For those unaware, I have rapid cycling bipolar and my mrs (BOTH of them, no joke) stopped accommodating my work schedule for me to come see them, so I went off meds and don't have any medical help anymore. I am simply too frustrated and lack the energy to try for new ones.

Gosh, I sound pathetic.
 
Vent away, sweetheart. I'm sorry you're having a rough day. Cry it out, have a shopping trip, and get out the bottle of vino.

Tomorrow will be better. :hugs:
 
Sorry your feeling this way. Rant away my dear x
 
I am so so sorry that you are feeling so down. Getting a BFN is definitely tough and 7 months is a significant amount of time. Maybe you should still keep trying, but not get so worked up about it. BD a lot, and listen to your own body's signals, stress less and maybe it will come quicker.

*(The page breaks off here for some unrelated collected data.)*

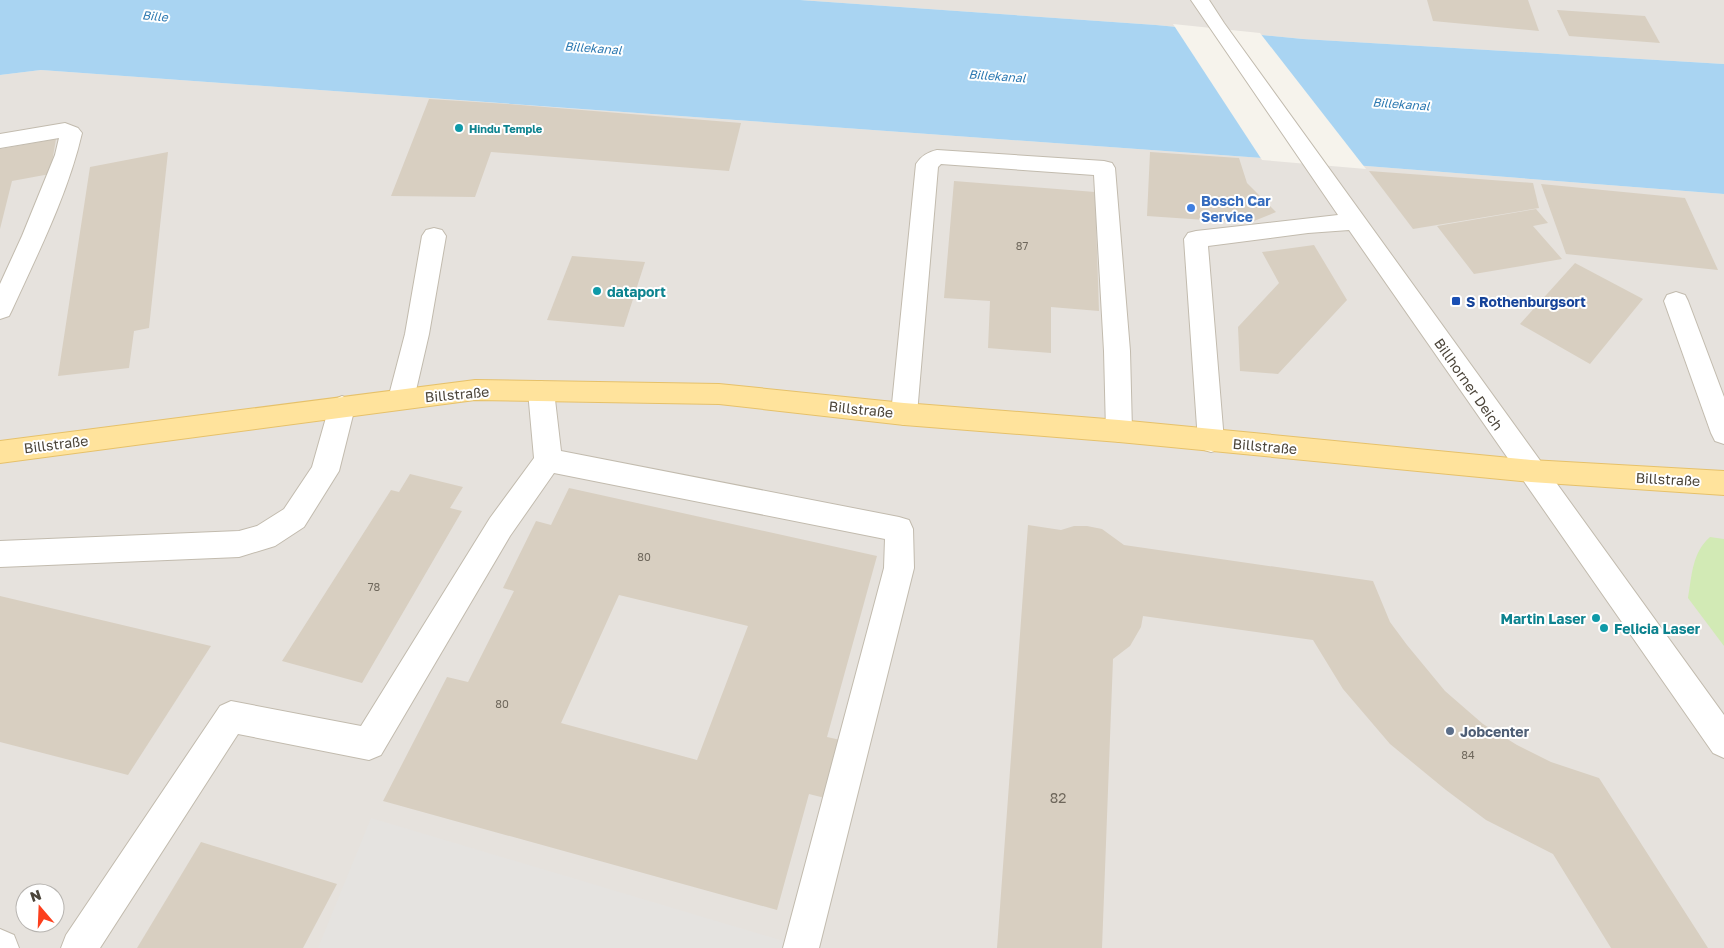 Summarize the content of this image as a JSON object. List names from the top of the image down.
{
  "streets": {
    "main road": ["Billstraße"],
    "street": ["Billhorner Deich"]
  },
  "crossings": [
    ["Billhorner Deich", "Billstraße"]
  ],
  "water": ["Bille", "Billekanal"],
  "places": {
    "other": [
      "Hindu Temple",
      "Bosch Car Service",
      "dataport",
      "Martin Laser",
      "Felicia Laser",
      "Jobcenter"
    ],
    "transit": ["S Rothenburgsort"]
  },
  "house_numbers": [
    "87",
    "80",
    "78",
    "80",
    "84",
    "82"
  ],
  "north": "top"
} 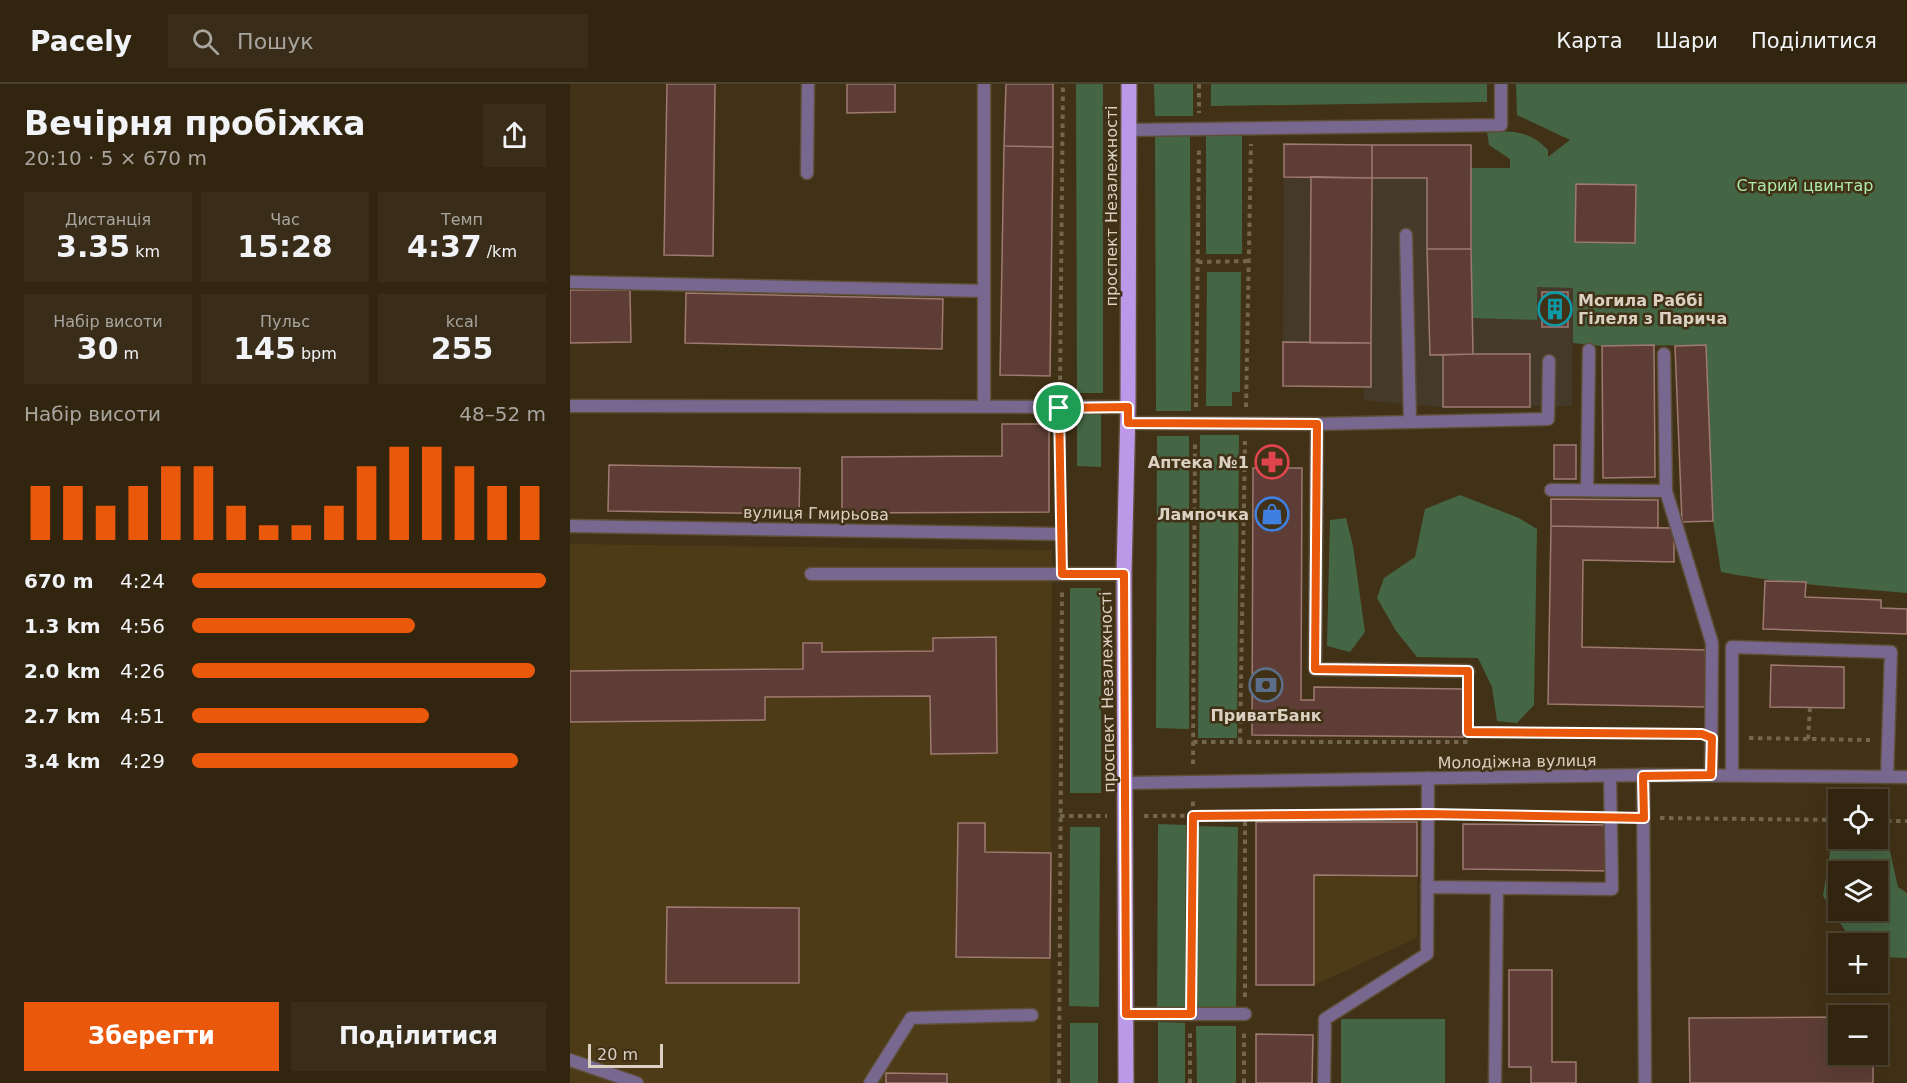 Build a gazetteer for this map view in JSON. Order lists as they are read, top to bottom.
{
  "streets": {
    "main road": ["проспект Незалежності"],
    "street": ["вулиця Гмирьова", "Молодіжна вулиця"]
  },
  "crossings": [
    ["проспект Незалежності", "Молодіжна вулиця"]
  ],
  "parks": ["Старий цвинтар"],
  "places": {
    "building": ["Могила Раббі Гілеля з Парича"],
    "pharmacy": ["Аптека №1"],
    "shop": ["Лампочка"],
    "bank": ["ПриватБанк"]
  },
  "scale_bar": "20 m",
  "page": {
    "header": "Pacely",
    "search": "Пошук",
    "nav": ["Карта", "Шари", "Поділитися"],
    "heading": ["Вечірня пробіжка", "20:10 · 5 × 670 m"],
    "stats": [
      ["Дистанція", "3.35 km"],
      ["Час", "15:28"],
      ["Темп", "4:37 /km"],
      ["Набір висоти", "30 m"],
      ["Пульс", "145 bpm"],
      ["kcal", "255"]
    ],
    "chart": ["Набір висоти", "48–52 m"],
    "list": [
      {
        "name": "670 m",
        "note": "4:24"
      },
      {
        "name": "1.3 km",
        "note": "4:56"
      },
      {
        "name": "2.0 km",
        "note": "4:26"
      },
      {
        "name": "2.7 km",
        "note": "4:51"
      },
      {
        "name": "3.4 km",
        "note": "4:29"
      }
    ],
    "map_buttons": ["+", "−"],
    "buttons": ["Зберегти", "Поділитися"],
    "scale": "20 m"
  }
}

I totally understand feeling alone and like there is nothing else going for you. I'm going to let you in on a secret. My fiancé and I broke up in September. He got cold feet about marriage and decided he didn't want to have children, or probably doesn't. But after a couple weeks, we have been seeing each other, dating I guess you could say, and also being intimate. That's how I found myself in the TWW. I don't even think I care if he is around, but I was so hopeful that I got a BFP so I could feel complete by having a child. I have no desire to date other men and I've started looking into sperm donors and home insemination. I just want to be a mom. I walk around work and home and in the community and I feel like everyone is looking at me with pity because I am single (sort of) and childless. That makes me feel pathetic.

As far as your mental health, have you tried looking into other Drs? Or discussing it with your job to see if there might be something they could do? Or could your Dr do a session over the phone? Just tossing out ideas, but I hope it works out for you. My ex-fiancé suffers from depression and anxiety and honestly, its what started to break us up. He just couldn't get past it and it took over his life.

Take your day today and wallow, its good for us. Eat junk food, drink some booze if you like, and watch all your favorite shows. Maybe even some online shopping. Tomorrow is another day and your little one will come to you when he/she is ready!
 
First of all, with a father, gradmother and sister that all suffer from Bipolar, I know exactly where you are coming from! I have seen them all struglle with it and really, only my sister is doing well. And the only reason she is is because she is constantly on medication. I know its hard to find the motivation (especially once you are off it) but I promise that you'll feel better once you do! (And find the right medication at that). I think it's probably time for you to go Doctor shopping! You have to remember that YOU are the most important person in your life and if Drs dont want to work around you then that means they aren't good enough for you to be spending your time and money on!

You also have to remember that when you are a mommy (and it will happen, I promise!) then you need to be in the best place for them. My father raised us while he was not fully treated for his bipolar and I can tell you that it was a miserable childhood for me. And he is also fast cycling (it was a lot of being yelled at and punished in the mornings and then smiling and ice cream for dinner) so it caused me to grow up with a lot of anxiety because I had no clue what mood he would be in when I got home. And while, I have full confidence that you wouldn't ever be that way to your child on purpose, the unfortunate thing is that with bipolar, it's not really up to you is it?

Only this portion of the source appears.